** Opening Material provided block **

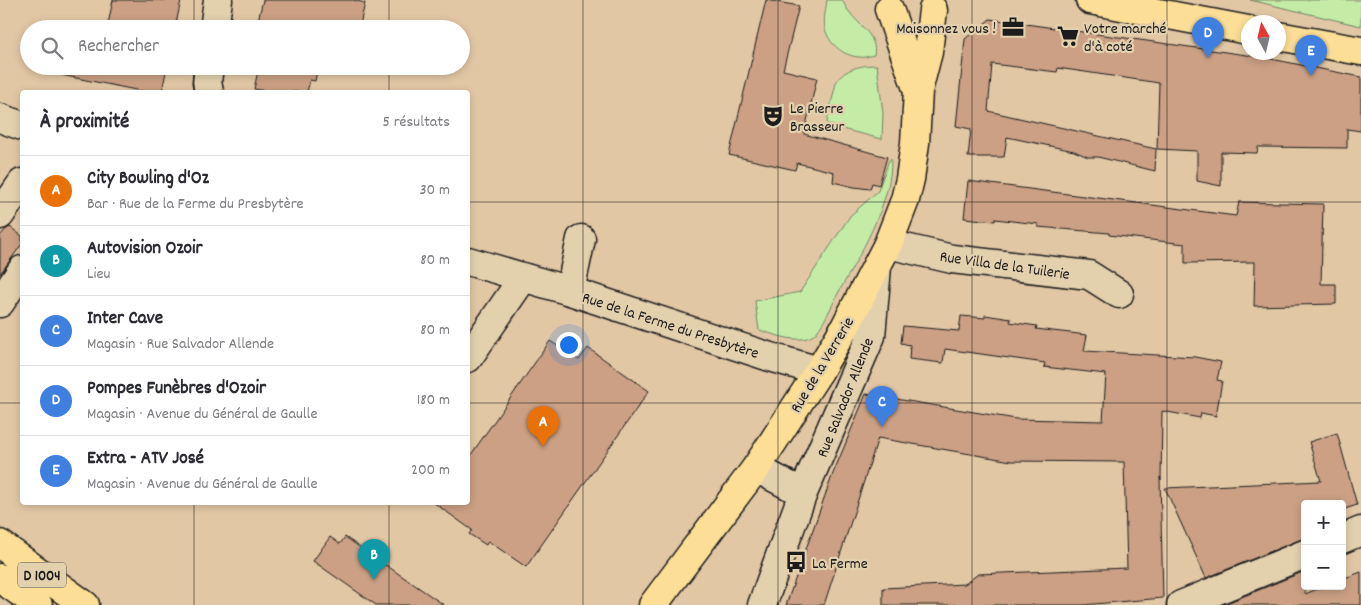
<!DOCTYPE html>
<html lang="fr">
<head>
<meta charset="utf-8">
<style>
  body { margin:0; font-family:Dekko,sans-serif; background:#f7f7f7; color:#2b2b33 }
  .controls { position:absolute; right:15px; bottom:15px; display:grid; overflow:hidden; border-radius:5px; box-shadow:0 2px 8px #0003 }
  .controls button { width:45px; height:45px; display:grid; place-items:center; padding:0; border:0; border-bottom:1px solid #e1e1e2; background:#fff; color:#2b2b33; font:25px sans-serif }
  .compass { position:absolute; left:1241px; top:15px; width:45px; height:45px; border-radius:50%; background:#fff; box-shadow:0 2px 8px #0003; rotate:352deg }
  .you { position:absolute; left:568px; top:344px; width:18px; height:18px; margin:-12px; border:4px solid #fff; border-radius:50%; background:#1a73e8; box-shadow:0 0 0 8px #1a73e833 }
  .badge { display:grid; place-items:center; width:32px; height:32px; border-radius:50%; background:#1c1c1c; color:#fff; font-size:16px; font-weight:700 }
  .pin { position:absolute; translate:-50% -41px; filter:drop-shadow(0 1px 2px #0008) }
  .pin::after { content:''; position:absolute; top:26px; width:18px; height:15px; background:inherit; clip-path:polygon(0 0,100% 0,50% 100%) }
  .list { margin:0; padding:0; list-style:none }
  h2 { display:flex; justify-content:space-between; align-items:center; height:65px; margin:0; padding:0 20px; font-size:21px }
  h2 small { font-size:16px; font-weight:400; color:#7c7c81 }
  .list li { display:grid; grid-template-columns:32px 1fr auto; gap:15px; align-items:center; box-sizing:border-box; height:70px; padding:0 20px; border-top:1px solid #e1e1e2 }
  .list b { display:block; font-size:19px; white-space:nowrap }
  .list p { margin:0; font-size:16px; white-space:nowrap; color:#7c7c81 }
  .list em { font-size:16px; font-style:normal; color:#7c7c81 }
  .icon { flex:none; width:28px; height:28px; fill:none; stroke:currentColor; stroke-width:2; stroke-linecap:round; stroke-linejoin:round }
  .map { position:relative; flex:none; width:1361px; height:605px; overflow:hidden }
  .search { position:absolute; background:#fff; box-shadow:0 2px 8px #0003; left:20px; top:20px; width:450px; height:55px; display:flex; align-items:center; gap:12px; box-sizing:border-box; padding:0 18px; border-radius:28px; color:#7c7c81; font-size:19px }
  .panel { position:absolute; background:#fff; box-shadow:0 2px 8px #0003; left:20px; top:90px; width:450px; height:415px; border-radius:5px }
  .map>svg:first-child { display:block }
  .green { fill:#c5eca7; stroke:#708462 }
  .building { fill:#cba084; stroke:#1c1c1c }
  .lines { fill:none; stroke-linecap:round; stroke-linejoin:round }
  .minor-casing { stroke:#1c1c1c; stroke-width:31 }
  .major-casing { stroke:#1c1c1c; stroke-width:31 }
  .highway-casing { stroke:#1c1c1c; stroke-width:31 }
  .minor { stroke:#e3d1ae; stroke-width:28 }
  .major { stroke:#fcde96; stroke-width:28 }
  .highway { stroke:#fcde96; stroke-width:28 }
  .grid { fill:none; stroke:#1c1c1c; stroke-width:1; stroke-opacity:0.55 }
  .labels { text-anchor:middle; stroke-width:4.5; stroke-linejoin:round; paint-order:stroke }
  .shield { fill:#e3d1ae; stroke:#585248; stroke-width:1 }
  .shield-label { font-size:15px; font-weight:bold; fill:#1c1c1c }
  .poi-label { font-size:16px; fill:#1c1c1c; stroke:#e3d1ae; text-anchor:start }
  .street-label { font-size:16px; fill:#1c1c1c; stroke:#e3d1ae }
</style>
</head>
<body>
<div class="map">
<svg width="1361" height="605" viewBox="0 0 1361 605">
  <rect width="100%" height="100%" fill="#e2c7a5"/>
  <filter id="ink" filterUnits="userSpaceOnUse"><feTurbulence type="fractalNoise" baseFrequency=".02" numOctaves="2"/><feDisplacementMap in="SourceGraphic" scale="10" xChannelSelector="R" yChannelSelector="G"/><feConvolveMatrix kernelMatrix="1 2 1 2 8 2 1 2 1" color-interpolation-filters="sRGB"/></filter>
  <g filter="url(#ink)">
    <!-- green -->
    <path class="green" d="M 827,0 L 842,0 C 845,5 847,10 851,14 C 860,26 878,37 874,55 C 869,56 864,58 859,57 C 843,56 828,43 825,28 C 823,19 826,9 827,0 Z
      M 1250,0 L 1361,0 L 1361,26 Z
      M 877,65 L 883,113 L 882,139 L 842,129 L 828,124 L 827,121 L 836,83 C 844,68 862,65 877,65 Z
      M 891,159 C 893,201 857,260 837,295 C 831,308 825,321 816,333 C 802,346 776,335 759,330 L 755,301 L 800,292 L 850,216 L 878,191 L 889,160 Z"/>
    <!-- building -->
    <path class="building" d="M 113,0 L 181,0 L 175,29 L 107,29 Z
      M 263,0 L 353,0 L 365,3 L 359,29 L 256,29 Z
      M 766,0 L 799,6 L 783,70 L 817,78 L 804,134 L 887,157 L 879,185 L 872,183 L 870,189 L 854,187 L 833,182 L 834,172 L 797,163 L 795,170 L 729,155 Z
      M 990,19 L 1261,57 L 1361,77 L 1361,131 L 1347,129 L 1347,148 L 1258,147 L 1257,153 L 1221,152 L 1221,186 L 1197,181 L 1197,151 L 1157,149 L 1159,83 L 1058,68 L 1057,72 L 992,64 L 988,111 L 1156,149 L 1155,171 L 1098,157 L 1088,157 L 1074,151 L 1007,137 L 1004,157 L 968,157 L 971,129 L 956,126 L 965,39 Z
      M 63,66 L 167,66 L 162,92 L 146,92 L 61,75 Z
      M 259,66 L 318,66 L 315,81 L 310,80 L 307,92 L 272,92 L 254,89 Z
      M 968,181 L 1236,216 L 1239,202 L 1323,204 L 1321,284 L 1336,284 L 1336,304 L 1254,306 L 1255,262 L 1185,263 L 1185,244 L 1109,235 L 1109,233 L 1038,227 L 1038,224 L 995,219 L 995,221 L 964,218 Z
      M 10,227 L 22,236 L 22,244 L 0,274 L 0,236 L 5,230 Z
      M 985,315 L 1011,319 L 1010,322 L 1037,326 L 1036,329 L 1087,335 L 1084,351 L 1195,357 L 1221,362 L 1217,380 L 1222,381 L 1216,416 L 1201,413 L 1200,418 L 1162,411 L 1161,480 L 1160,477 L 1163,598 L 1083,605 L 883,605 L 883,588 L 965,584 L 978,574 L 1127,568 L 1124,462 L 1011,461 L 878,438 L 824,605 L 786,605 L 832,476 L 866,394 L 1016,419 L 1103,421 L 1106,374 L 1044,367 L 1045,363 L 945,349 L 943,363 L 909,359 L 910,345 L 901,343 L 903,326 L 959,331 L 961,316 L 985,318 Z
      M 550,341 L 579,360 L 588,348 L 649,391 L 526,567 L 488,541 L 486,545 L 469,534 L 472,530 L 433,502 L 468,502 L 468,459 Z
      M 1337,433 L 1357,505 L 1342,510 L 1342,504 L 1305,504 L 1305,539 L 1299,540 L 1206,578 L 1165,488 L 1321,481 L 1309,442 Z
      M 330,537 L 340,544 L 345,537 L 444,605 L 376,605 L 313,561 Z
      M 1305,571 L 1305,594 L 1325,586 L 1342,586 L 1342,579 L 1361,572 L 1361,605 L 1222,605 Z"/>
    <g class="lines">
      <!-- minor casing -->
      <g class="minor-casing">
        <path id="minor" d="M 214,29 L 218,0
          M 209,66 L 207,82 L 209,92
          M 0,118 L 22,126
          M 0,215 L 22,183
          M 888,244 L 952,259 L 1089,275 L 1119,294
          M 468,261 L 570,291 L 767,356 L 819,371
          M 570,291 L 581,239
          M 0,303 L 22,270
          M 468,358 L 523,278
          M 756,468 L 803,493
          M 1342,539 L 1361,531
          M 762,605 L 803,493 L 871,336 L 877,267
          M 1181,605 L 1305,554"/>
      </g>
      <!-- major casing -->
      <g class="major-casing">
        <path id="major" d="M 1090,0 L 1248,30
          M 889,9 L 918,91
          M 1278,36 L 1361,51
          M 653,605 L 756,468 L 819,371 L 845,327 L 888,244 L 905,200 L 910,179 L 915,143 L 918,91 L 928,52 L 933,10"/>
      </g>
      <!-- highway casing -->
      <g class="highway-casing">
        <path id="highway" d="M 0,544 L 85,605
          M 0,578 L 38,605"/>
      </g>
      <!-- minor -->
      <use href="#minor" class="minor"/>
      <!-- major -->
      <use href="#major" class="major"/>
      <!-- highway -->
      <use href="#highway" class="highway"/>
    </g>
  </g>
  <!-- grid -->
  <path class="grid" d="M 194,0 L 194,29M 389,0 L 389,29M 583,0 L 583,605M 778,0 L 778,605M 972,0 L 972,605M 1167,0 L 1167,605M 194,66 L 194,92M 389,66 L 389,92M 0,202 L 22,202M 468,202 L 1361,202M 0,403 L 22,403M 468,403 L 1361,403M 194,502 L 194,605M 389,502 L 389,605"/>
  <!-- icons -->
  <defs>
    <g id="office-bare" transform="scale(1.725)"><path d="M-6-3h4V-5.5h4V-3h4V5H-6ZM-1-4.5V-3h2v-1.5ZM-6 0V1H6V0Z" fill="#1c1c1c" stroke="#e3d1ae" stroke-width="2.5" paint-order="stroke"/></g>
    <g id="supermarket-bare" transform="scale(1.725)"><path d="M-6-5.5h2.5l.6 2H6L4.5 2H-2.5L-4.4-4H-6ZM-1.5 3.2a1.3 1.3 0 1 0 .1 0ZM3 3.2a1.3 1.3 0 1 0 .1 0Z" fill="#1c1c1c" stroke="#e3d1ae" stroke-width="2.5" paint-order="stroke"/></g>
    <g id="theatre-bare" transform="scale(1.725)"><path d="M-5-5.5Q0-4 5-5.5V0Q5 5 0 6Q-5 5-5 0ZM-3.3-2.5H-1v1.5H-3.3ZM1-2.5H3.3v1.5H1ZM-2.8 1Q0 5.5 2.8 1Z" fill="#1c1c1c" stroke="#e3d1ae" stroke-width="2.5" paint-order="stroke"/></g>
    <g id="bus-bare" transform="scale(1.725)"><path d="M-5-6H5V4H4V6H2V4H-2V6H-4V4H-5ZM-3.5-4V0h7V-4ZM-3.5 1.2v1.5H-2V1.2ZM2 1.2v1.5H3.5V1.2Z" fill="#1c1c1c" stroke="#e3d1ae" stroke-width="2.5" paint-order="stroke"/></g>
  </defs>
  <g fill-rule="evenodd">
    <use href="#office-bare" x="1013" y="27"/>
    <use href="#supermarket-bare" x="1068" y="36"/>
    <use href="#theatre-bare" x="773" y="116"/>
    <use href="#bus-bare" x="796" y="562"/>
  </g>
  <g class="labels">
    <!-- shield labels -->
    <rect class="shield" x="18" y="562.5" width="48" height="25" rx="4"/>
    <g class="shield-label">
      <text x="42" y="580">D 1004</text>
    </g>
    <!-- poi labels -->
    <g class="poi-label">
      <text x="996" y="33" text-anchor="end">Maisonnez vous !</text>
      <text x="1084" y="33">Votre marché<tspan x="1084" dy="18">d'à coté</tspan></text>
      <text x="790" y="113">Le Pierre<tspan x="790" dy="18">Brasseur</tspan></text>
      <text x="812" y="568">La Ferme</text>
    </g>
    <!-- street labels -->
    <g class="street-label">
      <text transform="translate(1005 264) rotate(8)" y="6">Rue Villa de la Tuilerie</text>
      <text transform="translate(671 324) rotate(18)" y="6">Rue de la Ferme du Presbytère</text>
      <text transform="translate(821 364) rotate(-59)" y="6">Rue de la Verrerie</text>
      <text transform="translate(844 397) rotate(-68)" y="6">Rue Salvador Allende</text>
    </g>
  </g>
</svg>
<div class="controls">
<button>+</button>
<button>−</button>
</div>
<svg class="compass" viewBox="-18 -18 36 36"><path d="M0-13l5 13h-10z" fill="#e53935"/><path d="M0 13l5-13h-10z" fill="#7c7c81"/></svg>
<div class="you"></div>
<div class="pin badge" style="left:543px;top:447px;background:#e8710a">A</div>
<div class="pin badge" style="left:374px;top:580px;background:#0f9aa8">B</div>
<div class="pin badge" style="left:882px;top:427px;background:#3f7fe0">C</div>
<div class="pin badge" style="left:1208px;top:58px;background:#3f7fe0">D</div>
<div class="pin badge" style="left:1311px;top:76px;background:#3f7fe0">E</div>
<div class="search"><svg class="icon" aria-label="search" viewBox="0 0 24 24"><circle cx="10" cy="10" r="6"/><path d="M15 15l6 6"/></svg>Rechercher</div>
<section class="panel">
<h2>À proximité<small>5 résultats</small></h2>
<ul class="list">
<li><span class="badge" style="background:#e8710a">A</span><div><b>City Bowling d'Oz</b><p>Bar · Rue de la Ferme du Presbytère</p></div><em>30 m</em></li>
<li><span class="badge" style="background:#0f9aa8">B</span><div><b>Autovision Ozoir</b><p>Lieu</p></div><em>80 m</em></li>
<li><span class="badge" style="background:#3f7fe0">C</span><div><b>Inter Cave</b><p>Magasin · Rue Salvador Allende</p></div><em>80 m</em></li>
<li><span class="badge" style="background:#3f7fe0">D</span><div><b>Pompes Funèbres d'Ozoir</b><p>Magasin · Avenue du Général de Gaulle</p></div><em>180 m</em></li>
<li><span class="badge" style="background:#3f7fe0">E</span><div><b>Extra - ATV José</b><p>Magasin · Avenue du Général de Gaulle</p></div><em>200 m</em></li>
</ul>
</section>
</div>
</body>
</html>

** Closing Material provided block **

Prompt: Only lines holding the word "nowrap" are wanted; copy each one from the listing.

Answer section:
  .list b { display:block; font-size:19px; white-space:nowrap }
  .list p { margin:0; font-size:16px; white-space:nowrap; color:#7c7c81 }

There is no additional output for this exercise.